== Exercise objective ==
Would you give the data below back exactly as it reads?
- Opening Delimiter -
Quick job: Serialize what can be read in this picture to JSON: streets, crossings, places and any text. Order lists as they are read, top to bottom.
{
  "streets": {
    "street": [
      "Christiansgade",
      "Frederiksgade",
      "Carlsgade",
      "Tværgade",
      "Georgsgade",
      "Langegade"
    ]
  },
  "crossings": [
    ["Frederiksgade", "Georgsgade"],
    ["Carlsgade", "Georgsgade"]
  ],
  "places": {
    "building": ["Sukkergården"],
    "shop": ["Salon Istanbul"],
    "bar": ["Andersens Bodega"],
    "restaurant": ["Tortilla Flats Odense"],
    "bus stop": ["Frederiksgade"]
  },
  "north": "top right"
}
- Closing Delimiter -
== Response area ==
Quick job: Serialize what can be read in this picture to JSON: streets, crossings, places and any text. Order lists as they are read, top to bottom.
{
  "streets": {
    "street": [
      "Christiansgade",
      "Frederiksgade",
      "Carlsgade",
      "Tværgade",
      "Georgsgade",
      "Langegade"
    ]
  },
  "crossings": [
    ["Frederiksgade", "Georgsgade"],
    ["Carlsgade", "Georgsgade"]
  ],
  "places": {
    "building": ["Sukkergården"],
    "shop": ["Salon Istanbul"],
    "bar": ["Andersens Bodega"],
    "restaurant": ["Tortilla Flats Odense"],
    "bus stop": ["Frederiksgade"]
  },
  "north": "top right"
}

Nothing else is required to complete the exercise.